Eligible passengers include active duty, reserve and retired service members; military family members; Reserve Officers’ Training Corps participants; and certain government civilians based overseas. Veterans who are not retirees are not eligible for space A travel.
According to publications from Air Mobility Command, the Air Force command organization that oversees a large portion of space A travel, seats are given to passengers according to the category they fall under. The six categories are as follows:
1. Emergency leave
2. Environmental morale leave
3. Ordinary leave/house hunting
4. Unaccompanied EML
5. Unaccompanied permissive temporary additional duty
6. Retired, Reserves/Guard, ROTC
Seats are also given out in order of the date and time of sign-up for a flight. While a higher-category passenger will be given a seat before a lower-category passenger, regardless of when the two individuals signed up, passengers within each category are given seats in order of sign-up date and time.
AMC operates 16 passenger terminals in the continental United States, one each in Alaska and Hawaii, and 20 terminals overseas, according to its website. Each of the AMC passenger terminals operates a Facebook page where it regularly posts updated flight information, with destinations and the number of seats tentatively available on each flight. The pages also include contact information for the terminals, and potential passengers can call the terminal and speak to an employee or listen to a recording containing information about upcoming flights.
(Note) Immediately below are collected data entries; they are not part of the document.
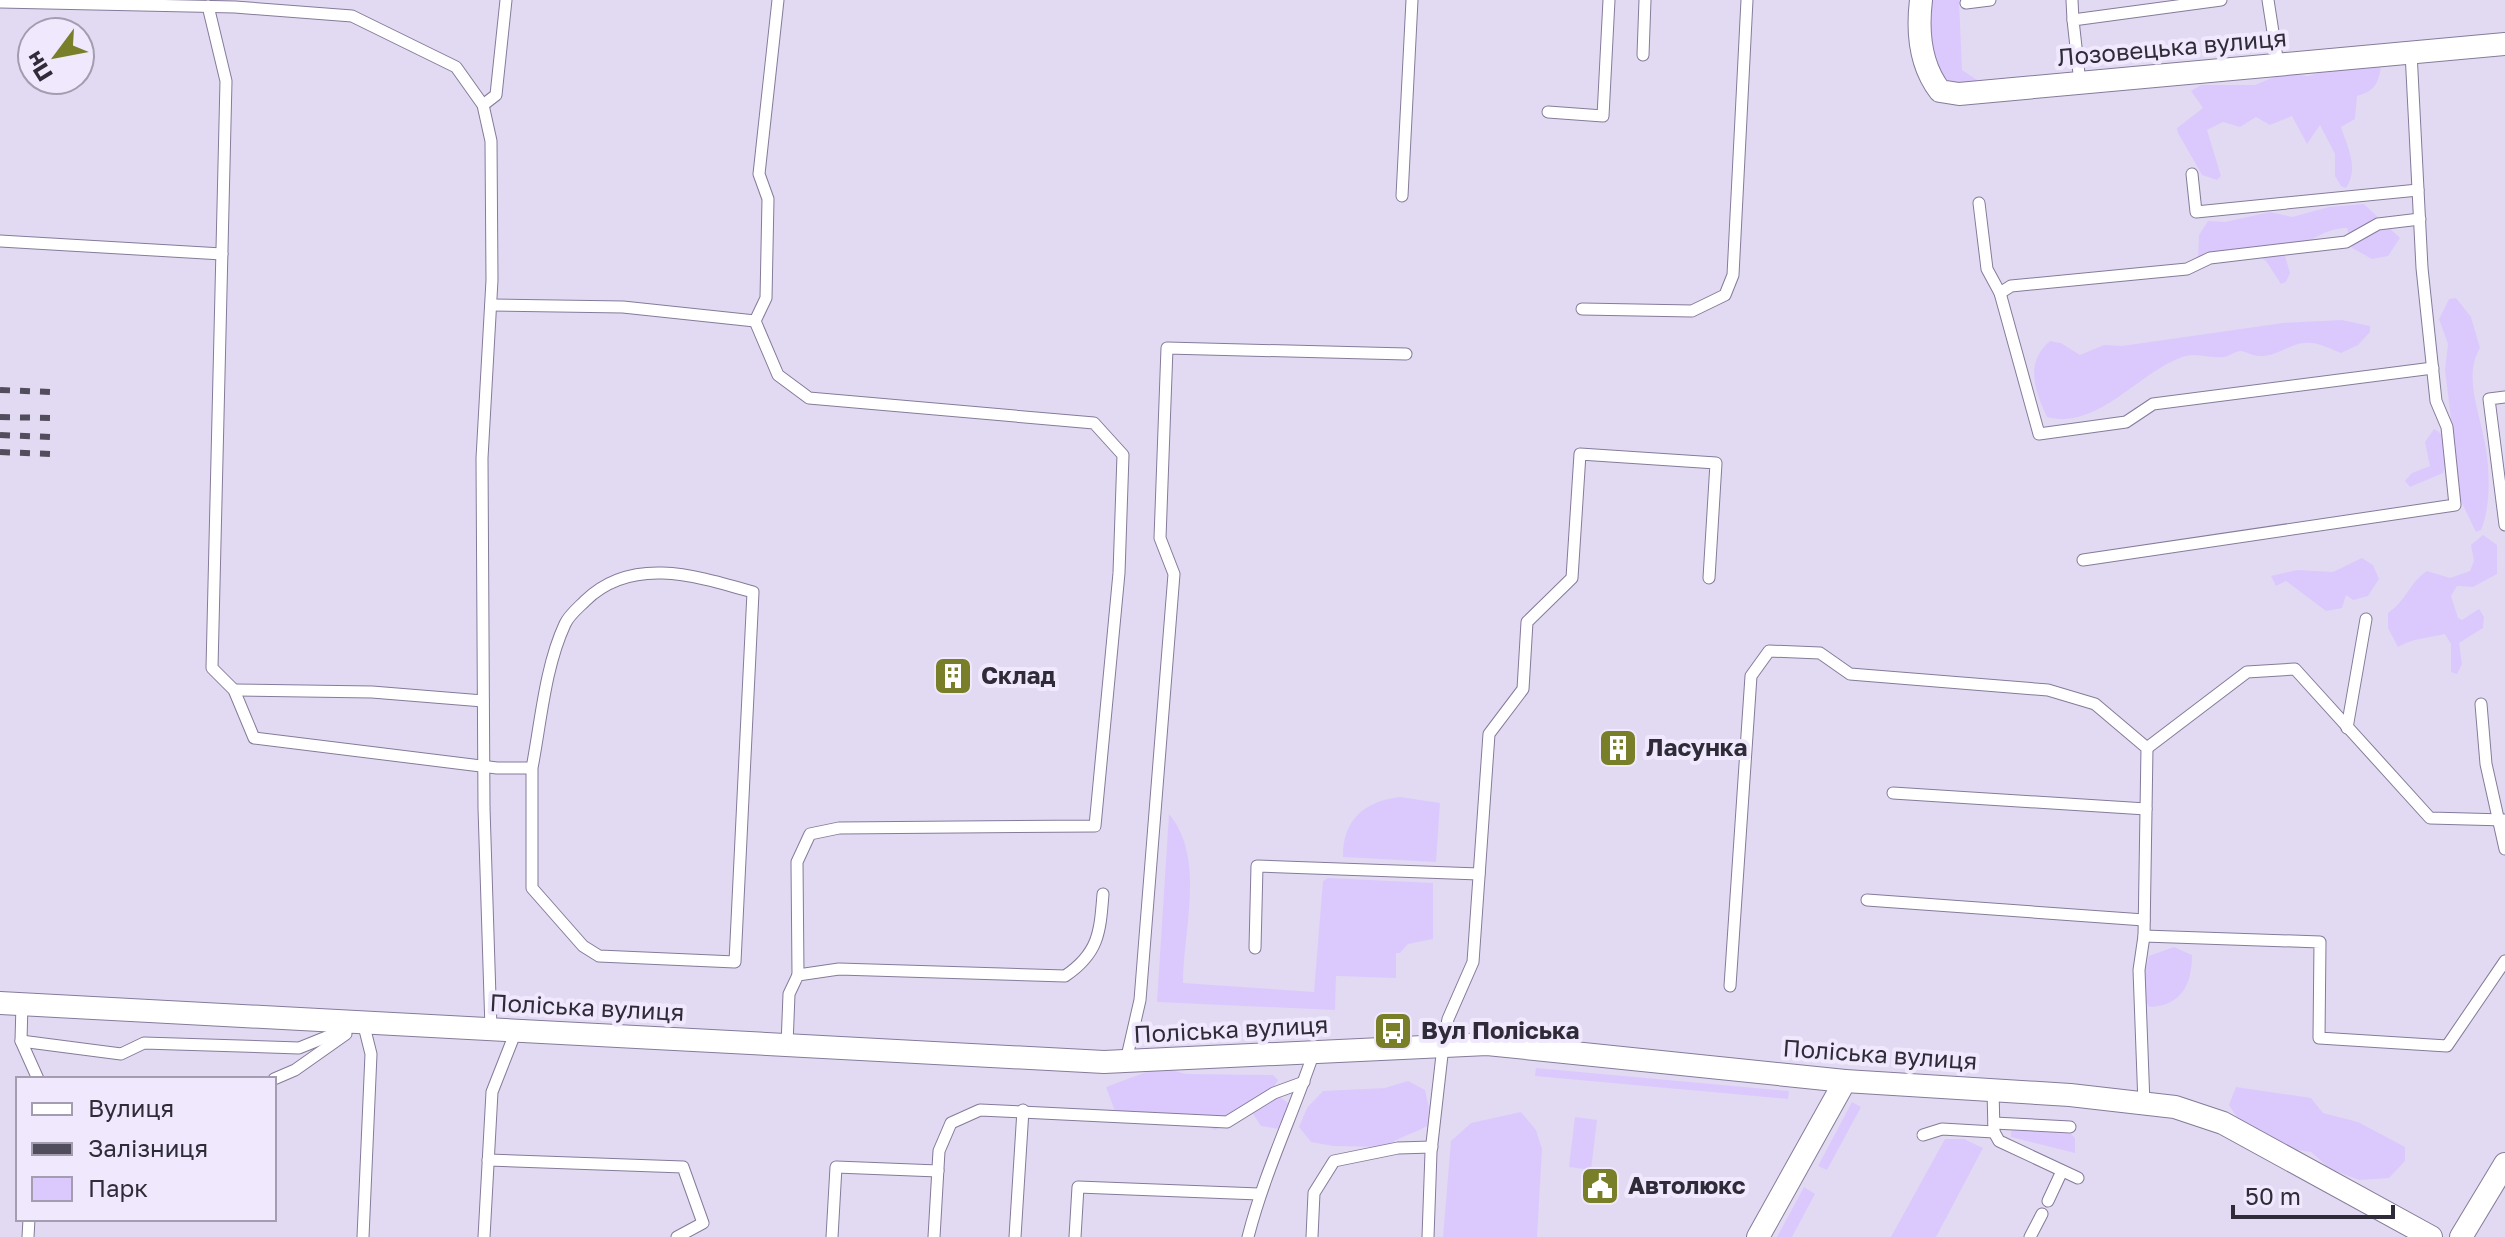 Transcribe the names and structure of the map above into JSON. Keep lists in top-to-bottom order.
{
  "streets": {
    "street": ["Лозовецька вулиця", "Поліська вулиця"]
  },
  "places": {
    "building": ["Склад", "Ласунка"],
    "bus stop": ["Вул Поліська"],
    "public building": ["Автолюкс"]
  },
  "legend": ["Вулиця", "Залізниця", "Парк"],
  "scale_bar": "50 m",
  "north": "bottom left"
}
Space A travel is also available from flights out of non-AMC terminals, such as most Marine Corps bases, including Marine Corps Air Station Cherry Point, North Carolina. However, because MCAS Cherry Point is not a major AMC hub, flights from this location are far less frequent, said terminal employee John Woleslagle. Woleslagle recommended passengers look for flights out of Naval Station Norfolk, Virginia, or Dover Air Force Base, Delaware, instead.
For Marine Corps Base Quantico residents, the closest location from which they can access space A flights is the military passenger terminal at Baltimore-Washington International Airport. Joel Samaroo, a transportation assistant at BWI, said the space A check-in counter is located in Terminal E, approximately 150 feet from the USO lounge. Military passengers leaving from BWI pay a tax of $17.50 per passenger for international flights and $4 per passenger for domestic flights, but they do not pay for a ticket or checked baggage. In fact, said Samaroo, like with all other space A flights, passengers are authorized two checked bags weighing up to 70 pounds each, as well as one small hand-carried suitcase and one small personal item, all free of charge. Once passengers are granted a seat, they are given boarding passes and proceed through the same Transportation Security Administration checkpoint that commercial passengers use, said Samaroo.
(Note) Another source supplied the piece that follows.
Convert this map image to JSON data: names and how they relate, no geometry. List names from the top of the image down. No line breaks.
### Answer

Though it may seem straightforward in theory — go to the airport, sign the roster, pick up your free ticket, board the plane — there are two primary differences, beyond the cost, between commercial travel and space A travel. The first is that flight information, in terms of destinations and number of seats available, is not given out more than 72 hours in advance of the actual departure. This can make planning difficult for people who want to schedule leave and make arrangements for lodging at a destination in advance. While it is possible to review a list of past flights at a given terminal and make predictions about what is going to be available, the number of seats changes depending on the military mission. BWI, for example, usually has daily flights to Ramstein Air Force Base in Germany, but the number of seats fluctuates daily.
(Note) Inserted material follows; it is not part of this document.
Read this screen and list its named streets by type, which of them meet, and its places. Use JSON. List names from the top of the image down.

The second difference is that return seats are not guaranteed. Passengers are authorized to sign up for a return flight immediately upon landing at their destination, but mission changes and higher-category passengers may prevent them from getting on a flight home at the desired time. This can force passengers to pay for a last-minute commercial ticket, which can be quite expensive.
Gunnery Sgt. Ulysses Colon, officer appointments chief with Reserve Continuation and Transition, has flown space A four times. He has flown from BWI to Germany, as well as between Okinawa and mainland Japan, and between Japan and the United States. His impression of space A travel is that it is relatively easy to manage if you are single or are only travelling with a spouse, but that it can be difficult for families because of the uncertainty and the discomfort of travelling in a military cargo plane. While the planes have commercial-style seats, the inside of the cabin can be noisy, and there is no food or beverage service, so passengers must bring their own provisions.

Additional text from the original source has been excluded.